--- Data listing Enclosed Below ---

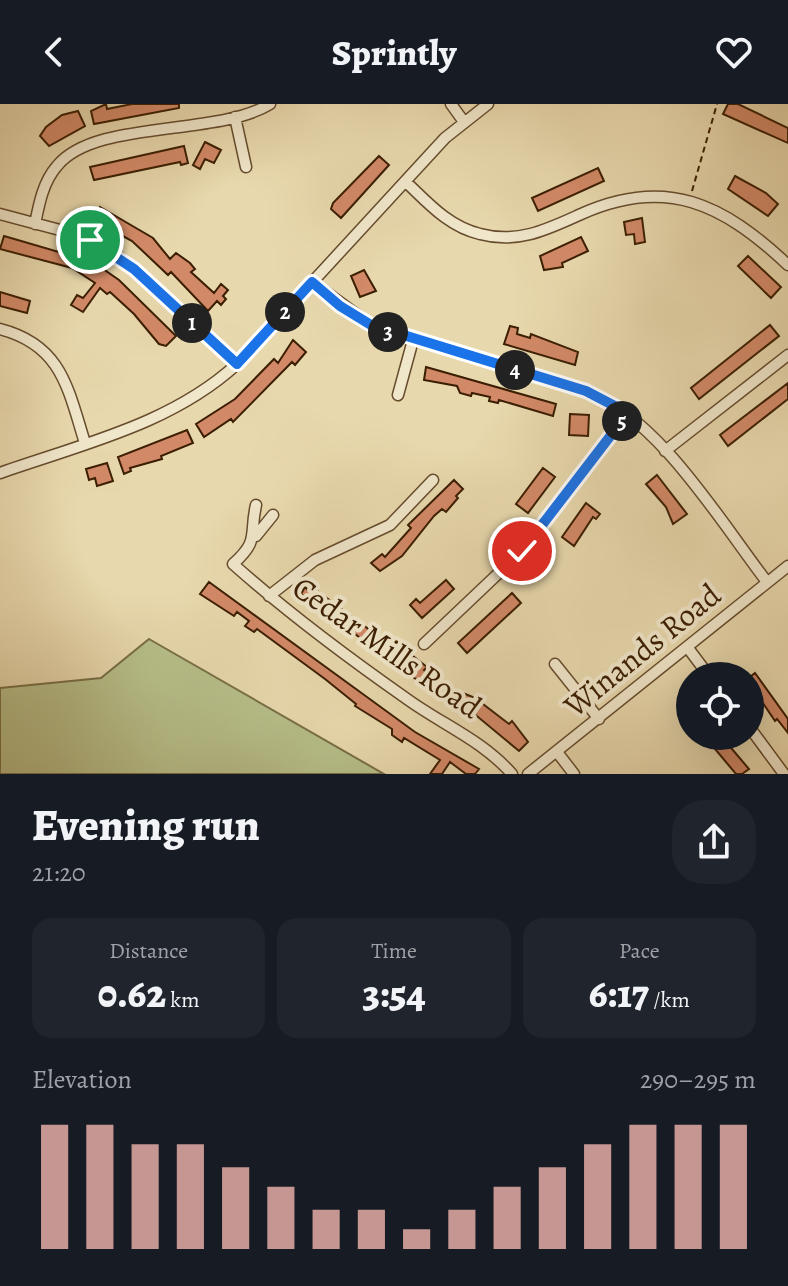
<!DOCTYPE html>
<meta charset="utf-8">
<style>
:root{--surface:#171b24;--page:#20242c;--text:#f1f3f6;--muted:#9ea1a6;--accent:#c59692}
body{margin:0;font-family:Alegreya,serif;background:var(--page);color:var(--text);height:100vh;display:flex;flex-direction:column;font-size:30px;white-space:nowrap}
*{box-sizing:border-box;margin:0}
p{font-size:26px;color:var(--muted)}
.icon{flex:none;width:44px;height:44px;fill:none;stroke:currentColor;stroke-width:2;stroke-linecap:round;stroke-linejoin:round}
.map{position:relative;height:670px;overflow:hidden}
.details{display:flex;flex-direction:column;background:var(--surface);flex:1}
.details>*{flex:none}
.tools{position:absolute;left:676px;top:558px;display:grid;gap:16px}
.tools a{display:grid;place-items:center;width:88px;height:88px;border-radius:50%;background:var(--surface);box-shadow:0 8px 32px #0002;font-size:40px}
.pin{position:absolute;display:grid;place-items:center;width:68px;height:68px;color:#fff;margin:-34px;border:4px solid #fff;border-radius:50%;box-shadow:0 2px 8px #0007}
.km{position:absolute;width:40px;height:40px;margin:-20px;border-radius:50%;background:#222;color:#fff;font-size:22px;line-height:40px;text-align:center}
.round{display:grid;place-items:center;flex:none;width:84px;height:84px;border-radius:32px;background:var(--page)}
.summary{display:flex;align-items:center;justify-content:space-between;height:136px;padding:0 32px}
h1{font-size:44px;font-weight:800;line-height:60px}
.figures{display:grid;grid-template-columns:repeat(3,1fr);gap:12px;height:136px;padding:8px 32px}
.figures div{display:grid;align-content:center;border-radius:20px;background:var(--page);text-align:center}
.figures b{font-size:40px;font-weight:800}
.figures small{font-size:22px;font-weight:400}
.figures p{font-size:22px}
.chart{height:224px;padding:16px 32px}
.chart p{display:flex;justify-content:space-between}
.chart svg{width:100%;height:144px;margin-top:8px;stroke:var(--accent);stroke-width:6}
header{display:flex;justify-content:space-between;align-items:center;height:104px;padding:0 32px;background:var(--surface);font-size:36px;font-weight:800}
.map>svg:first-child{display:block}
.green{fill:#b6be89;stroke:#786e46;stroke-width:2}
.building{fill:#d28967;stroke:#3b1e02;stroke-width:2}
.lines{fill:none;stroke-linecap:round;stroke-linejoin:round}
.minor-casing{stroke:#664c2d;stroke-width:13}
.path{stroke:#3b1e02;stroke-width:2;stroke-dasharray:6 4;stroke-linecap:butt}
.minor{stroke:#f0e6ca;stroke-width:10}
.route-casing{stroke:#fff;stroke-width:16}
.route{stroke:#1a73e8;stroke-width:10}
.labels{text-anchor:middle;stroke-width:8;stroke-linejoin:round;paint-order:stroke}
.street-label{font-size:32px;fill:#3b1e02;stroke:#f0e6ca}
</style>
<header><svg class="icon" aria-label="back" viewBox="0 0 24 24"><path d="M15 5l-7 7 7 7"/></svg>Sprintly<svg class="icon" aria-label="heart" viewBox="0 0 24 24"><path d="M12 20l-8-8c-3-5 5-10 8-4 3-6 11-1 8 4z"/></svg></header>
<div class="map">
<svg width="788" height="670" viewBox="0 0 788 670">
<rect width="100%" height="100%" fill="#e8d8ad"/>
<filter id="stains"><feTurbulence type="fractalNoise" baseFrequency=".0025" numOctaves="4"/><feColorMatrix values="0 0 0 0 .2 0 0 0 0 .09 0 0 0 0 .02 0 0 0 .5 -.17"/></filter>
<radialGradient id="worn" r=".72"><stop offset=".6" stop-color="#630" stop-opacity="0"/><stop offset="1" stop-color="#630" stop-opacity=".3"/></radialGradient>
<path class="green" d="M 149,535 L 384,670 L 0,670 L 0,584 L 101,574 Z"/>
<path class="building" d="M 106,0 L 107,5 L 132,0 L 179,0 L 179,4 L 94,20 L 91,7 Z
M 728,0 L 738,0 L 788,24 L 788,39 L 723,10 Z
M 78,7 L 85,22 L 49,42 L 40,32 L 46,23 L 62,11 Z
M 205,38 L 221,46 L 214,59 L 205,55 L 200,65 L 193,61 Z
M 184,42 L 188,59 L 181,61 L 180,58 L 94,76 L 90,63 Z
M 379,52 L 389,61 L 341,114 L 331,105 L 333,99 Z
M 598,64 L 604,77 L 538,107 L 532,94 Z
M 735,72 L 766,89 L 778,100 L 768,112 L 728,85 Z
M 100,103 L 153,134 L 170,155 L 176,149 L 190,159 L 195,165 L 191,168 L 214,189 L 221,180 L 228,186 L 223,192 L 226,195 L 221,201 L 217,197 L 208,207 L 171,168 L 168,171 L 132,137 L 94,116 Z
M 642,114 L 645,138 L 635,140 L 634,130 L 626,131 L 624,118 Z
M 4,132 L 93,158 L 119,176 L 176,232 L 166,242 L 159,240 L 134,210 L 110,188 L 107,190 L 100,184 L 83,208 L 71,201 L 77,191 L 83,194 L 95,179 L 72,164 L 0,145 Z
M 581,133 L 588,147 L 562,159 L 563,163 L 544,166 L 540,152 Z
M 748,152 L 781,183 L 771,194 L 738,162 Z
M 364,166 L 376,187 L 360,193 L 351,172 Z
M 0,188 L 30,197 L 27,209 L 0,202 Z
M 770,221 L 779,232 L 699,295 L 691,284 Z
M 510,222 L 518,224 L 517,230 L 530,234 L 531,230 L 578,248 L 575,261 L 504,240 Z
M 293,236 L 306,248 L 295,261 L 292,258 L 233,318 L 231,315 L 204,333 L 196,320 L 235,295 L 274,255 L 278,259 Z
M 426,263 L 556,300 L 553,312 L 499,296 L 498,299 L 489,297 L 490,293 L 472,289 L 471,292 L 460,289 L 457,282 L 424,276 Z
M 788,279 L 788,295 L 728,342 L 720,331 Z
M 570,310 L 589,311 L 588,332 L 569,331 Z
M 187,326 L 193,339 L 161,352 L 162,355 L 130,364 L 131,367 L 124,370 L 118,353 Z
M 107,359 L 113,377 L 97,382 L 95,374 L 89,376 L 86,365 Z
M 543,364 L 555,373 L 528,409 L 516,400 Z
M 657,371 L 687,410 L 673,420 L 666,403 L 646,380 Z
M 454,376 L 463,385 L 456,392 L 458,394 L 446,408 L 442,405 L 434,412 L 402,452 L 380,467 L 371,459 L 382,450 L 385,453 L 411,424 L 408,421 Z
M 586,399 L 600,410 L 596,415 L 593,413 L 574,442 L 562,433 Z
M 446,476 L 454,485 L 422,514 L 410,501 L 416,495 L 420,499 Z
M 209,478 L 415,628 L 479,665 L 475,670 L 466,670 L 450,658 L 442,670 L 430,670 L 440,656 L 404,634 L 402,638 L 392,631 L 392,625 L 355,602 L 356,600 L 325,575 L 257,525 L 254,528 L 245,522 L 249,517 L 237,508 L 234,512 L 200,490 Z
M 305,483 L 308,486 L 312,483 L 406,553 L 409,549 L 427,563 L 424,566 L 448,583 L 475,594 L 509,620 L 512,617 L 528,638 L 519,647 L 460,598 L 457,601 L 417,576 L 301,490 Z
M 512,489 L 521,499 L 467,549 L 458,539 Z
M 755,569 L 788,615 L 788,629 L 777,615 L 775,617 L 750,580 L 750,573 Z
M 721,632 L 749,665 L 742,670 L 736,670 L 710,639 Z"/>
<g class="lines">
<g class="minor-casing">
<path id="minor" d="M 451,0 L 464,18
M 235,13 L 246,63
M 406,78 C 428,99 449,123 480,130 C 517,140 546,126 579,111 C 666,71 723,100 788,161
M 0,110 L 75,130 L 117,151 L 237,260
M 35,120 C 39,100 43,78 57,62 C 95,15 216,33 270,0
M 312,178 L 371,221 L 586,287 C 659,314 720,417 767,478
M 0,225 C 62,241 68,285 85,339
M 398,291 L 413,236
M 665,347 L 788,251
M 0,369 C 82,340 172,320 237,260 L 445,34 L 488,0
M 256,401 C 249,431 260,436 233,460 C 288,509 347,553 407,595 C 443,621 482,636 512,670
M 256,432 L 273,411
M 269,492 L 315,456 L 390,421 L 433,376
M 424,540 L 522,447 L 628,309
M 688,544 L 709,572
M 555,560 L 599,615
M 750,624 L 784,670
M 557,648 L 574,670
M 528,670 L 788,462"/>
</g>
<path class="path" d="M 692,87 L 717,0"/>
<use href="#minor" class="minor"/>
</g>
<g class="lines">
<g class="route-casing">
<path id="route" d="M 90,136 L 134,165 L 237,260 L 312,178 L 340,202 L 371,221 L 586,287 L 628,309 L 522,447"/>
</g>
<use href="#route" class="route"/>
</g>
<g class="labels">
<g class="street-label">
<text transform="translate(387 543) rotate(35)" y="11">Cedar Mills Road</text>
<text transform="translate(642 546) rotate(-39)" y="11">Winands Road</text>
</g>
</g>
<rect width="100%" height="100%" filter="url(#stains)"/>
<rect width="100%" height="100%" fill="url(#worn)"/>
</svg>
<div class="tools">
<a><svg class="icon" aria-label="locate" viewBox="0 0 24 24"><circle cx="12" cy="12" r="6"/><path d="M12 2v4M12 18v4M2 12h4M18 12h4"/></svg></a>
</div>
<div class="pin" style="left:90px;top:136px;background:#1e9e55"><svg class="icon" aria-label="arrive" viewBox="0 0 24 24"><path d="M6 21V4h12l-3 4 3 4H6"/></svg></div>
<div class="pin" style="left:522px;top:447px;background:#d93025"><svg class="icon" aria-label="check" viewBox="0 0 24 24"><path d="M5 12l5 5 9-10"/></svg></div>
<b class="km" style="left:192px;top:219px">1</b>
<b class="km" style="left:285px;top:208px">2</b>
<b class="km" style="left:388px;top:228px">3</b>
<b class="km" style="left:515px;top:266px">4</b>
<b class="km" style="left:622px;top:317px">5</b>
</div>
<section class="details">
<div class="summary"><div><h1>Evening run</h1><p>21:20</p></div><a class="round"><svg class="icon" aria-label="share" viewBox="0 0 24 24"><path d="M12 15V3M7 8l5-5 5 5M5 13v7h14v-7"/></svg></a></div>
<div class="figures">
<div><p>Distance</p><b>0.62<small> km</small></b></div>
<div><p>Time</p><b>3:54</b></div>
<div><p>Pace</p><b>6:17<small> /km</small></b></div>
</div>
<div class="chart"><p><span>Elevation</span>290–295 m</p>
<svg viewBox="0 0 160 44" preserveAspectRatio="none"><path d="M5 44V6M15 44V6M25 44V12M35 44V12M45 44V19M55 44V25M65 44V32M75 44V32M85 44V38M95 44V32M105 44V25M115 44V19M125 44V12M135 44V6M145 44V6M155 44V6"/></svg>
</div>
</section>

--- End of Enclosed Data listing ---

Work instructions: Would you please copy exactly the part of the entries above that begins at the line containing "M 235,13 L 246,63" and ends at the line containing "15V3M7 8l5-5 5", both lines included?

Solution to the exercise:
M 235,13 L 246,63
M 406,78 C 428,99 449,123 480,130 C 517,140 546,126 579,111 C 666,71 723,100 788,161
M 0,110 L 75,130 L 117,151 L 237,260
M 35,120 C 39,100 43,78 57,62 C 95,15 216,33 270,0
M 312,178 L 371,221 L 586,287 C 659,314 720,417 767,478
M 0,225 C 62,241 68,285 85,339
M 398,291 L 413,236
M 665,347 L 788,251
M 0,369 C 82,340 172,320 237,260 L 445,34 L 488,0
M 256,401 C 249,431 260,436 233,460 C 288,509 347,553 407,595 C 443,621 482,636 512,670
M 256,432 L 273,411
M 269,492 L 315,456 L 390,421 L 433,376
M 424,540 L 522,447 L 628,309
M 688,544 L 709,572
M 555,560 L 599,615
M 750,624 L 784,670
M 557,648 L 574,670
M 528,670 L 788,462"/>
</g>
<path class="path" d="M 692,87 L 717,0"/>
<use href="#minor" class="minor"/>
</g>
<g class="lines">
<g class="route-casing">
<path id="route" d="M 90,136 L 134,165 L 237,260 L 312,178 L 340,202 L 371,221 L 586,287 L 628,309 L 522,447"/>
</g>
<use href="#route" class="route"/>
</g>
<g class="labels">
<g class="street-label">
<text transform="translate(387 543) rotate(35)" y="11">Cedar Mills Road</text>
<text transform="translate(642 546) rotate(-39)" y="11">Winands Road</text>
</g>
</g>
<rect width="100%" height="100%" filter="url(#stains)"/>
<rect width="100%" height="100%" fill="url(#worn)"/>
</svg>
<div class="tools">
<a><svg class="icon" aria-label="locate" viewBox="0 0 24 24"><circle cx="12" cy="12" r="6"/><path d="M12 2v4M12 18v4M2 12h4M18 12h4"/></svg></a>
</div>
<div class="pin" style="left:90px;top:136px;background:#1e9e55"><svg class="icon" aria-label="arrive" viewBox="0 0 24 24"><path d="M6 21V4h12l-3 4 3 4H6"/></svg></div>
<div class="pin" style="left:522px;top:447px;background:#d93025"><svg class="icon" aria-label="check" viewBox="0 0 24 24"><path d="M5 12l5 5 9-10"/></svg></div>
<b class="km" style="left:192px;top:219px">1</b>
<b class="km" style="left:285px;top:208px">2</b>
<b class="km" style="left:388px;top:228px">3</b>
<b class="km" style="left:515px;top:266px">4</b>
<b class="km" style="left:622px;top:317px">5</b>
</div>
<section class="details">
<div class="summary"><div><h1>Evening run</h1><p>21:20</p></div><a class="round"><svg class="icon" aria-label="share" viewBox="0 0 24 24"><path d="M12 15V3M7 8l5-5 5 5M5 13v7h14v-7"/></svg></a></div>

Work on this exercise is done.